INFORMATION SUPPLIED Block Start

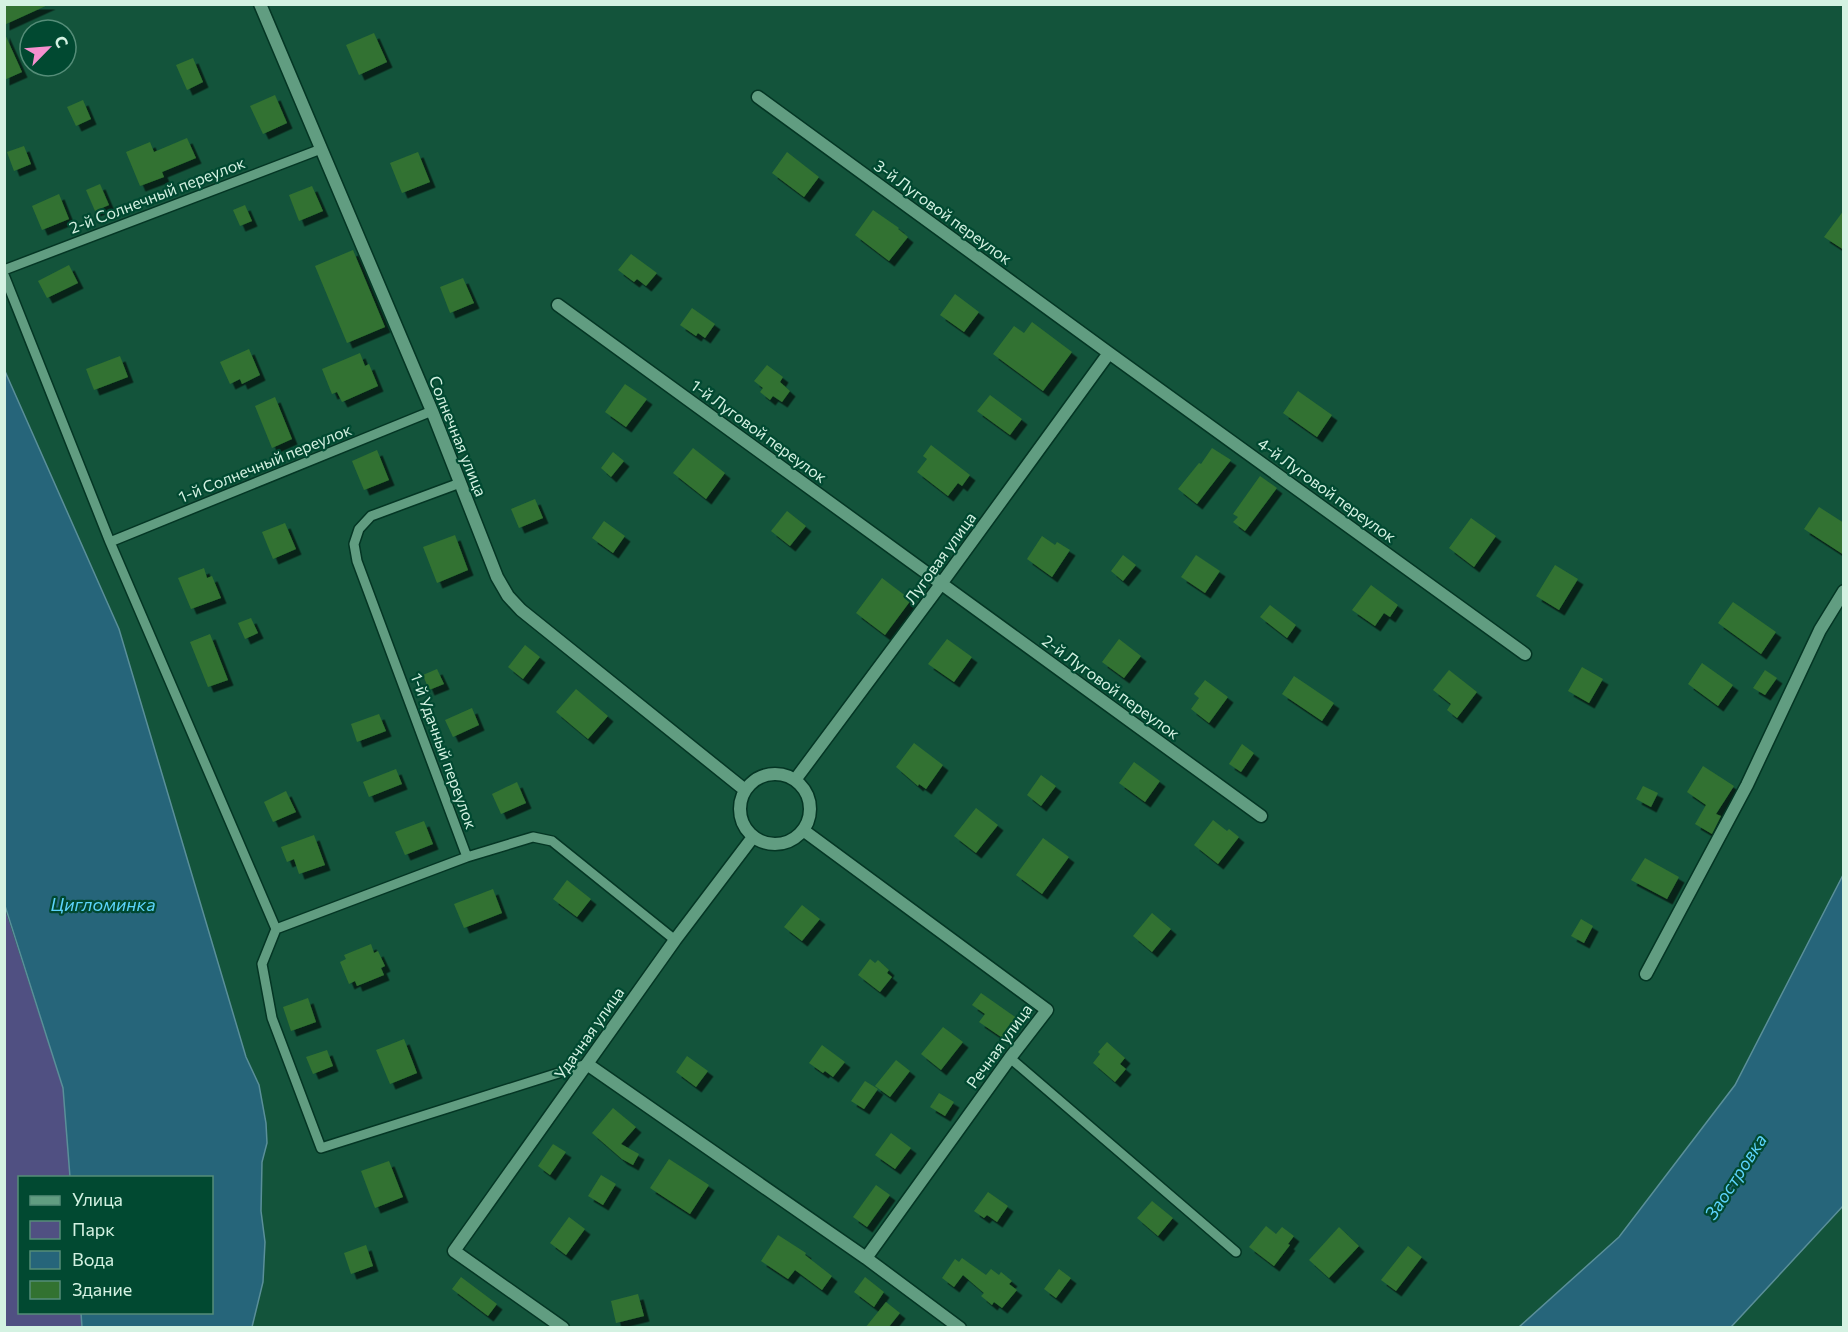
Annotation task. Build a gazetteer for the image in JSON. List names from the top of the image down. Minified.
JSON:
{"streets":{"street":["3-й Луговой переулок","1-й Луговой переулок","Солнечная улица","4-й Луговой переулок","Луговая улица","2-й Луговой переулок","Удачная улица","Речная улица"],"lane":["2-й Солнечный переулок","1-й Солнечный переулок","1-й Удачный переулок"]},"crossings":[["2-й Солнечный переулок","Солнечная улица"],["3-й Луговой переулок","4-й Луговой переулок"],["3-й Луговой переулок","Луговая улица"],["1-й Луговой переулок","Луговая улица"],["1-й Луговой переулок","2-й Луговой переулок"],["Солнечная улица","1-й Солнечный переулок"],["Солнечная улица","Луговая улица"],["Солнечная улица","1-й Удачный переулок"],["Солнечная улица","Удачная улица"],["Солнечная улица","Речная улица"],["4-й Луговой переулок","Луговая улица"],["Луговая улица","2-й Луговой переулок"],["Луговая улица","Удачная улица"],["Луговая улица","Речная улица"],["Удачная улица","Речная улица"]],"water":["Цигломинка","Заостровка"],"legend":["Улица","Парк","Вода","Здание"],"north":"top right"}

INFORMATION SUPPLIED Block End

* TO DO: Would you return the whole listing above exactly as written, skipping any image?

* PROBLEM SOLUTION:
Annotation task. Build a gazetteer for the image in JSON. List names from the top of the image down. Minified.
JSON:
{"streets":{"street":["3-й Луговой переулок","1-й Луговой переулок","Солнечная улица","4-й Луговой переулок","Луговая улица","2-й Луговой переулок","Удачная улица","Речная улица"],"lane":["2-й Солнечный переулок","1-й Солнечный переулок","1-й Удачный переулок"]},"crossings":[["2-й Солнечный переулок","Солнечная улица"],["3-й Луговой переулок","4-й Луговой переулок"],["3-й Луговой переулок","Луговая улица"],["1-й Луговой переулок","Луговая улица"],["1-й Луговой переулок","2-й Луговой переулок"],["Солнечная улица","1-й Солнечный переулок"],["Солнечная улица","Луговая улица"],["Солнечная улица","1-й Удачный переулок"],["Солнечная улица","Удачная улица"],["Солнечная улица","Речная улица"],["4-й Луговой переулок","Луговая улица"],["Луговая улица","2-й Луговой переулок"],["Луговая улица","Удачная улица"],["Луговая улица","Речная улица"],["Удачная улица","Речная улица"]],"water":["Цигломинка","Заостровка"],"legend":["Улица","Парк","Вода","Здание"],"north":"top right"}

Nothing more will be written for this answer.